The flu has already killed 10,000 across US as world frets over coronavirus
- The flu remains a higher threat to U.S. public health than the new coronavirus.
- This flu season alone has sickened at least 19 million across the U.S. and led to 10,000 deaths and 180,000 hospitalizations.
- Roughly a dozen cases of the deadly coronavirus have been identified in the U.S., though the number has mushroomed across its outbreak zone in China.
While the new coronavirus ravages much of China and world leaders rush to close their borders to protect citizens from the outbreak, the flu has quietly killed 10,000 in the U.S. so far this influenza season.
At least 19 million people have come down with the flu in the U.S. with 180,000 ending up in the hospital, according to the Centers for Disease Control and Prevention. The flu season, which started in September and can run until May, is currently at its peak and poses a greater health threat to the U.S. than the new coronavirus, physicians say. The new virus, which first emerged in Wuhan, China, on Dec. 31, has sickened roughly 17,400 and killed 362 people mostly in that country as of Monday morning.
“In the U.S., it’s really a fear based on media and this being something new,” Dr. Jennifer Lighter, hospital epidemiologist at NYU Langone Health, said of the new coronavirus. “When in reality, people can take measures to protect themselves against the flu, which is here and prevalent and has already killed 10,000 people.”

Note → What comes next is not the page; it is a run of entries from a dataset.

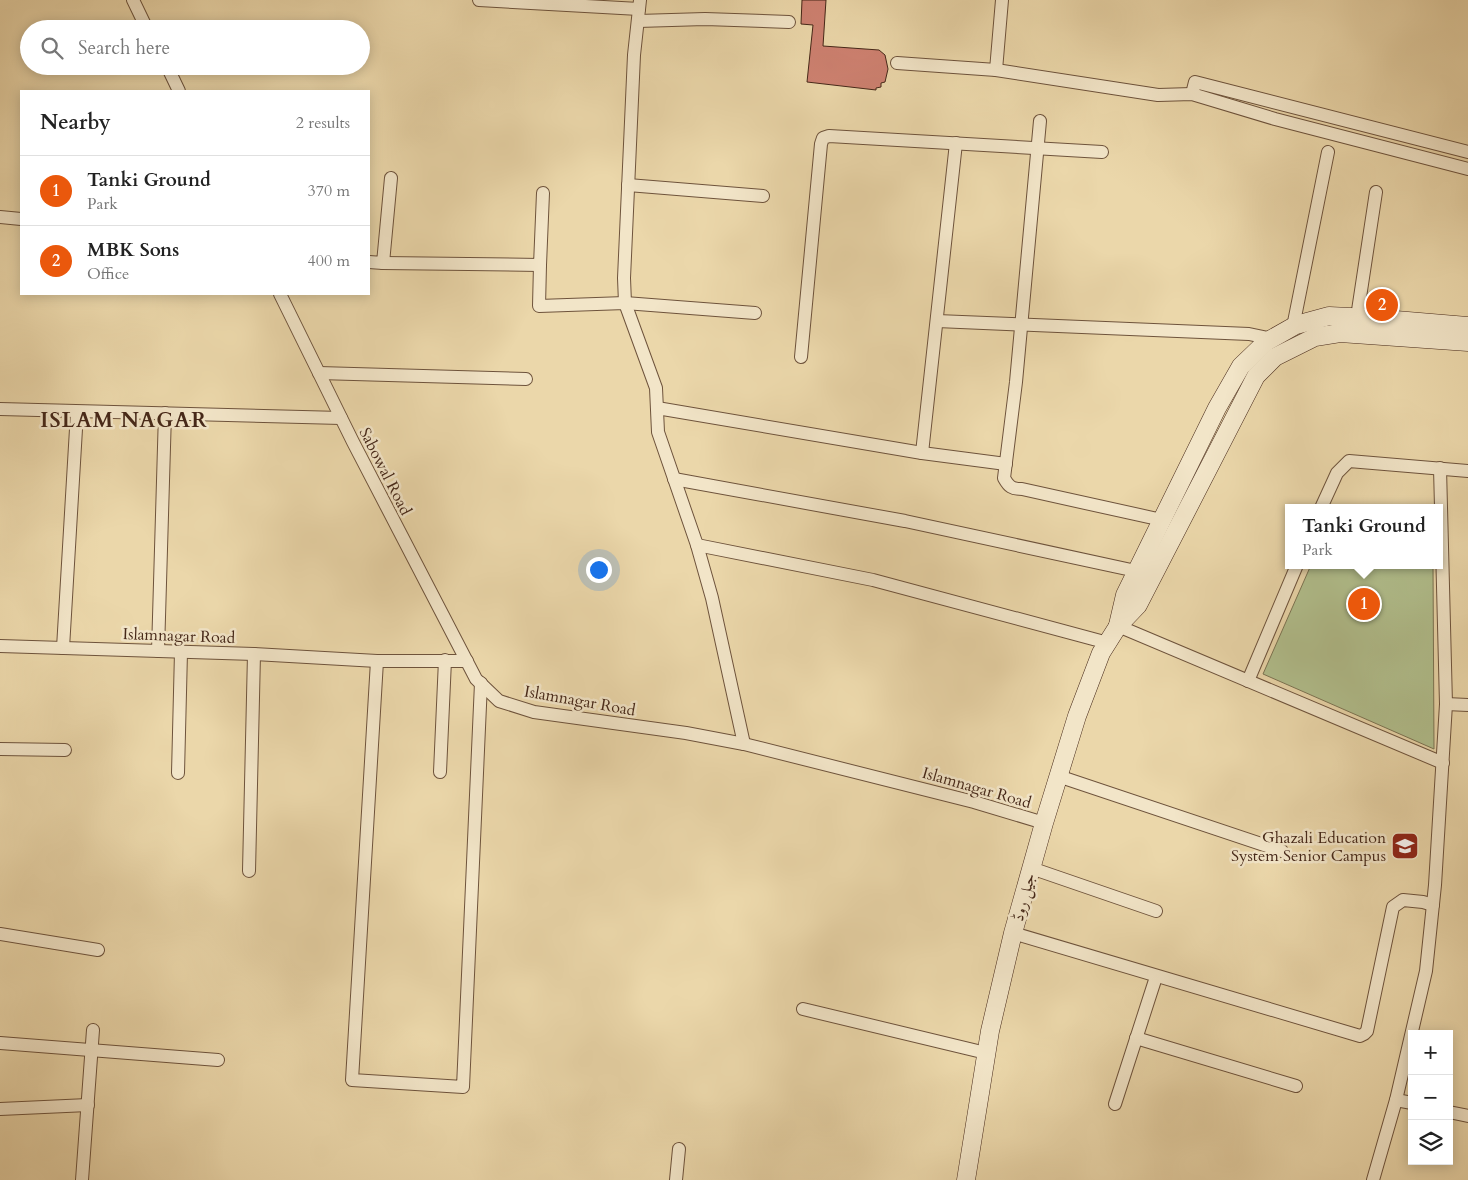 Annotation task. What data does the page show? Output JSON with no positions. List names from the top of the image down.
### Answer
{
  "streets": {
    "main road": ["جیل روڈ"],
    "street": ["Sabowal Road", "Islamnagar Road"]
  },
  "crossings": [
    ["Sabowal Road", "Islamnagar Road"],
    ["Islamnagar Road", "جیل روڈ"]
  ],
  "districts": ["ISLAM NAGAR"],
  "places": {
    "school or university": ["Ghazali Education System Senior Campus"]
  },
  "page": {
    "search": "Search here",
    "heading": ["Nearby", "2 results"],
    "list": [
      {
        "mark": "1",
        "name": "Tanki Ground",
        "note": "Park",
        "value": "370 m"
      },
      {
        "mark": "2",
        "name": "MBK Sons",
        "note": "Office",
        "value": "400 m"
      }
    ],
    "pins": ["2", "1"],
    "popup": ["Tanki Ground", "Park"],
    "map_buttons": ["+", "−"]
  }
} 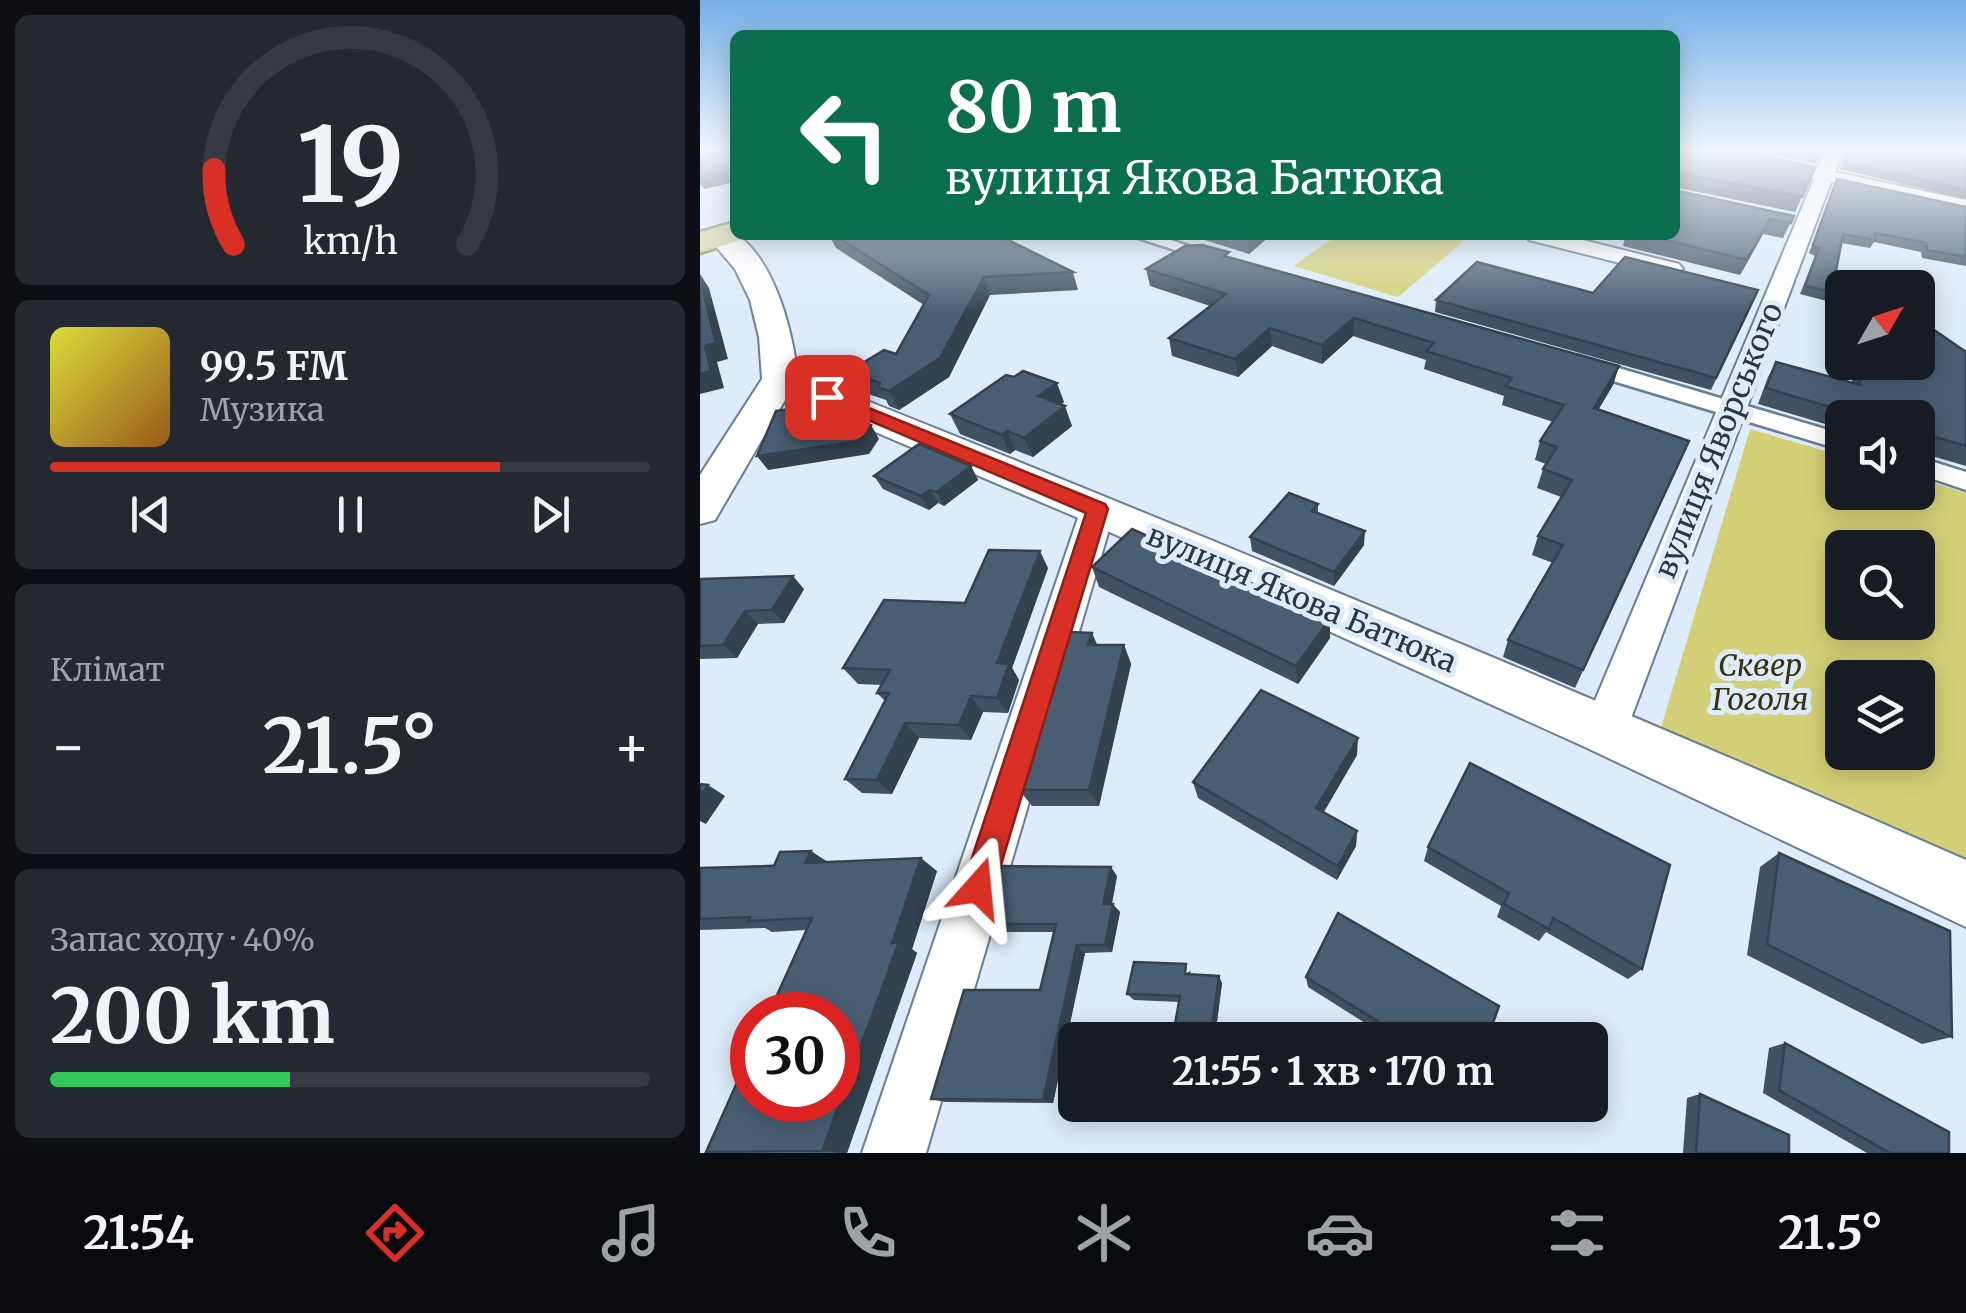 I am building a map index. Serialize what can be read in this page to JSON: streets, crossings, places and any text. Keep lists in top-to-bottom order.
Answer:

The coronavirus outbreak, however, is proving to be more deadly than the flu. It has killed roughly 2% of the people who have contracted it so far, according to world health officials. That compares with a mortality rate of 0.095% for the flu in the U.S., according to CDC estimates for the 2019–2020 flu season. The CDC estimates that 21 million people will eventually get the flu this season.
“Two percent case fatality is still a tough case fatality when you compare it to the case fatality for the seasonal flu or other things,” Dr. Mike Ryan, executive director of WHO’s health emergencies program, told reporters Wednesday.
“A relatively mild virus can cause a lot of damage if a lot of people get it,” he added. “And this is the issue at the moment. We don’t fully understand it.”
Though some health-care professionals and analysts believe the number of coronavirus cases to be much higher, which would mean a lower mortality rate.